◆ **WHAT THE TASK ASKS**: Every line that contains the word "boxes" is to be copied from the listing.

◆ **RECORDS FOR THE EXERCISE**:
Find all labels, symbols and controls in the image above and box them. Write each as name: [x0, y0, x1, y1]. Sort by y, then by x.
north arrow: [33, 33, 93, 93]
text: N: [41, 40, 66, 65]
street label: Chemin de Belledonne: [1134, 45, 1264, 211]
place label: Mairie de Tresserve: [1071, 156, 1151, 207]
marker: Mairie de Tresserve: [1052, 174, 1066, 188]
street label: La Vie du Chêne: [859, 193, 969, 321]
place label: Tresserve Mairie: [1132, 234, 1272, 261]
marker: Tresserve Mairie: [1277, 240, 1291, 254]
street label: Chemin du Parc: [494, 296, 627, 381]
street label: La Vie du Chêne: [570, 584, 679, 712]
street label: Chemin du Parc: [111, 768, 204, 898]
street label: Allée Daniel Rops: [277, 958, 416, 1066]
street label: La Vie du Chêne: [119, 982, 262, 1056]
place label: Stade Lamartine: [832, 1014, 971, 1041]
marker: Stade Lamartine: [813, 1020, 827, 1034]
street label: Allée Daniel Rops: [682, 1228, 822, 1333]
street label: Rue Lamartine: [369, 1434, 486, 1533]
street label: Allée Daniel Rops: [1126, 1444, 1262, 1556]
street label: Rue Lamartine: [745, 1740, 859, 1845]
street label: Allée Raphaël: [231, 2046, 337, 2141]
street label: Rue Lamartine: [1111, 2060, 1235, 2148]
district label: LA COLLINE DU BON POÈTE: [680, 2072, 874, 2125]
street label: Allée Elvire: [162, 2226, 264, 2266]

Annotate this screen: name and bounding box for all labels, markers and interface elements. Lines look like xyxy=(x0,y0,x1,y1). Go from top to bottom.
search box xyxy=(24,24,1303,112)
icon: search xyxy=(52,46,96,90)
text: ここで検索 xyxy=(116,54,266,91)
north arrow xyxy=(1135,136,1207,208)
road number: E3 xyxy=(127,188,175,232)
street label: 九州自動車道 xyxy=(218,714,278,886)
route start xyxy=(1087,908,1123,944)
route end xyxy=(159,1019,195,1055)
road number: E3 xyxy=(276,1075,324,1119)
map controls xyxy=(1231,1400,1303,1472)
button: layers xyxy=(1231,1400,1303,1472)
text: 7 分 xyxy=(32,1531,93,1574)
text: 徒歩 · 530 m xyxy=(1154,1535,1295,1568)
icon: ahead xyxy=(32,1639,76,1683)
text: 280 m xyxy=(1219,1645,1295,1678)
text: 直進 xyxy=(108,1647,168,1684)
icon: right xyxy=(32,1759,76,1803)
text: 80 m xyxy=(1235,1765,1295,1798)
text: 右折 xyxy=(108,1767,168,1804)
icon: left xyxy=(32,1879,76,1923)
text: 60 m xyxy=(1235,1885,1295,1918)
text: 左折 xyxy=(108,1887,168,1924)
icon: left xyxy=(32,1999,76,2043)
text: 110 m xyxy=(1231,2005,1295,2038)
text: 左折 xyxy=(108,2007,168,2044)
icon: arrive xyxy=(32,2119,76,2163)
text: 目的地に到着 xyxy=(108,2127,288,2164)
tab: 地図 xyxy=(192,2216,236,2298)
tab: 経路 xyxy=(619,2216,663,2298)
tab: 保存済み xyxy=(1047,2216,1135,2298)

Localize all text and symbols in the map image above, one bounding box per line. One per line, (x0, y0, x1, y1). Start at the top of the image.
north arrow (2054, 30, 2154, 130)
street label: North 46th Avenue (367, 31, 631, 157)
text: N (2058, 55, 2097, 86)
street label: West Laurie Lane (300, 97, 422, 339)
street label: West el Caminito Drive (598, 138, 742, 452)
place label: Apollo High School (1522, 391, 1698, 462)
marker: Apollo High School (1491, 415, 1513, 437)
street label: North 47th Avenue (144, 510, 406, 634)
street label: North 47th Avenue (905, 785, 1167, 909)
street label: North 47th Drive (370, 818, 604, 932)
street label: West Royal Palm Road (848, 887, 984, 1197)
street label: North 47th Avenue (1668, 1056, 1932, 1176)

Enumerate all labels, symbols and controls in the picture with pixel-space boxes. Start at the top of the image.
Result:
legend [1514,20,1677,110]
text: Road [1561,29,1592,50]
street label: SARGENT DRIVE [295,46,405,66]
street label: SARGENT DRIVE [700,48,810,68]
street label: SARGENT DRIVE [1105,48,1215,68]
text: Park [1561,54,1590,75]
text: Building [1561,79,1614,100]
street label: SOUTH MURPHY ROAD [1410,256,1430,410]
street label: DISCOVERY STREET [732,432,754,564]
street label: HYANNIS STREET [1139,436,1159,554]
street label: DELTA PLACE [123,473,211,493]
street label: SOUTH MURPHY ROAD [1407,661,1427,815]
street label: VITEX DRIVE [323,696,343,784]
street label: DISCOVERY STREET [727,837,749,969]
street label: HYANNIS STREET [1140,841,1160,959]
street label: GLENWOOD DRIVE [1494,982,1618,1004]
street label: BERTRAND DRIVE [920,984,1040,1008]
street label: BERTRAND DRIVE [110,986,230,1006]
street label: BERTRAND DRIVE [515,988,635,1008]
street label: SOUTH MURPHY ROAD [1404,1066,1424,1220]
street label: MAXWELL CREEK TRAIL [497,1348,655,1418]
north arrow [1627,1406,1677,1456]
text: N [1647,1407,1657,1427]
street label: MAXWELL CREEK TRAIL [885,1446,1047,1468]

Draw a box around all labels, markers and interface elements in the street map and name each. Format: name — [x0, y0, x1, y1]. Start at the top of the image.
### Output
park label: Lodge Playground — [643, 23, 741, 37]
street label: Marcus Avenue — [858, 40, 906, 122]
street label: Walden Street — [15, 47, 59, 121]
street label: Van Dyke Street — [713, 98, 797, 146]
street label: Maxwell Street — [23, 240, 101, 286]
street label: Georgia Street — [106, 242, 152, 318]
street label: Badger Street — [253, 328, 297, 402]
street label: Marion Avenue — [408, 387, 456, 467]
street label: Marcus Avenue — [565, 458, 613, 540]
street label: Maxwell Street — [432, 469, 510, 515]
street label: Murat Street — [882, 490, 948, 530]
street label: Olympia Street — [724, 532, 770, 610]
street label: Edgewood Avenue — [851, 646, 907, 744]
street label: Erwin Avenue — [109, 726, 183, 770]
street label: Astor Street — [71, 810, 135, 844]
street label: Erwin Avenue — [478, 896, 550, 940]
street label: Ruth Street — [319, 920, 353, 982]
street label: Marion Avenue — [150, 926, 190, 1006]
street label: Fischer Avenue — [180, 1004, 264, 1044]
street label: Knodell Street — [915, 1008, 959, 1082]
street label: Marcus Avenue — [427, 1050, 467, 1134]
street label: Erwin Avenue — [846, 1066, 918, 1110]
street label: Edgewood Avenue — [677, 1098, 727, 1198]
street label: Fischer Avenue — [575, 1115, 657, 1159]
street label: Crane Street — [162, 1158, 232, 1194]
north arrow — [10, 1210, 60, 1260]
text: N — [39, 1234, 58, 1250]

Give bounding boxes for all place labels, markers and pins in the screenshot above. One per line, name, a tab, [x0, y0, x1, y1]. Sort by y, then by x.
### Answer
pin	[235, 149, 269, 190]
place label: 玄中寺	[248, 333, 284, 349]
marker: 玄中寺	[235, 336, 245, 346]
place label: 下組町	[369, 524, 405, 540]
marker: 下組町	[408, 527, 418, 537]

◆ **ANSWER FOR THE TASK**:
Enumerate all labels, symbols and controls in the picture with pixel-space boxes. Start at the top of the image.
Give bounding boxes for all place labels, markers and pins in the screenshot above. One per line, name, a tab, [x0, y0, x1, y1]. Sort by y, then by x.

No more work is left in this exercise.